• **Task brief**
In the entries below, find each line where the word "Borralho" appears and give only the total count of such lines.

--- START ---

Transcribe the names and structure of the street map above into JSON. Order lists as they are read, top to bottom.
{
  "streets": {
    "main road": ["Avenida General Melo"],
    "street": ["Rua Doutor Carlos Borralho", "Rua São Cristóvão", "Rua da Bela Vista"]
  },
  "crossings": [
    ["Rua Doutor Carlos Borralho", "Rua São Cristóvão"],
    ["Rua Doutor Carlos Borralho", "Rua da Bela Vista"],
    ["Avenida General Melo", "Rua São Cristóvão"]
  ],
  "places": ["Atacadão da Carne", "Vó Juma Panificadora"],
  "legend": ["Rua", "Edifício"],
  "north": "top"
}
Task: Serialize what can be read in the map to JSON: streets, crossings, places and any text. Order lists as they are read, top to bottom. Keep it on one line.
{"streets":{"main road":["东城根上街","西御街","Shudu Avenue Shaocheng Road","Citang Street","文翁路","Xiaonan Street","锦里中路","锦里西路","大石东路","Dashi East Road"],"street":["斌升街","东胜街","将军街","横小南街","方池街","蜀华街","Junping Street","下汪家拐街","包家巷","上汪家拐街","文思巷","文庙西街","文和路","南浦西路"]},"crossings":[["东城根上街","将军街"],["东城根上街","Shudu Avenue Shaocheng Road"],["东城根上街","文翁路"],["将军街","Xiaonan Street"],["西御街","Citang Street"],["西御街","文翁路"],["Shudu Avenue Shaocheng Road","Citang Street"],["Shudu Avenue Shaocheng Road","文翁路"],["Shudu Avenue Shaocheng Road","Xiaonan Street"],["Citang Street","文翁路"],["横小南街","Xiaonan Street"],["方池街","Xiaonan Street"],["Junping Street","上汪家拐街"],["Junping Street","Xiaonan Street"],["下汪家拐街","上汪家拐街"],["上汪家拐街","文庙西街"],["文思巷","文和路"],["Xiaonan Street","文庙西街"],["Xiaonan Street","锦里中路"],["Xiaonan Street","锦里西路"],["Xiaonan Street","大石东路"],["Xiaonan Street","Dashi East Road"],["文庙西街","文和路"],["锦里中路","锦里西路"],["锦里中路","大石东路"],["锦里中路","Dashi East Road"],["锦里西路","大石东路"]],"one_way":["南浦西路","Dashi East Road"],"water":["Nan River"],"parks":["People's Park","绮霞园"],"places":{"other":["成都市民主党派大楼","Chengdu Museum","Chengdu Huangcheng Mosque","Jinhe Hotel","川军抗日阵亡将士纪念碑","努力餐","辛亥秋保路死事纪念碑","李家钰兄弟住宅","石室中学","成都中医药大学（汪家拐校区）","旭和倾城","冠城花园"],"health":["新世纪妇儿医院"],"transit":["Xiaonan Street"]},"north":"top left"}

--- END ---

• **Task result**
3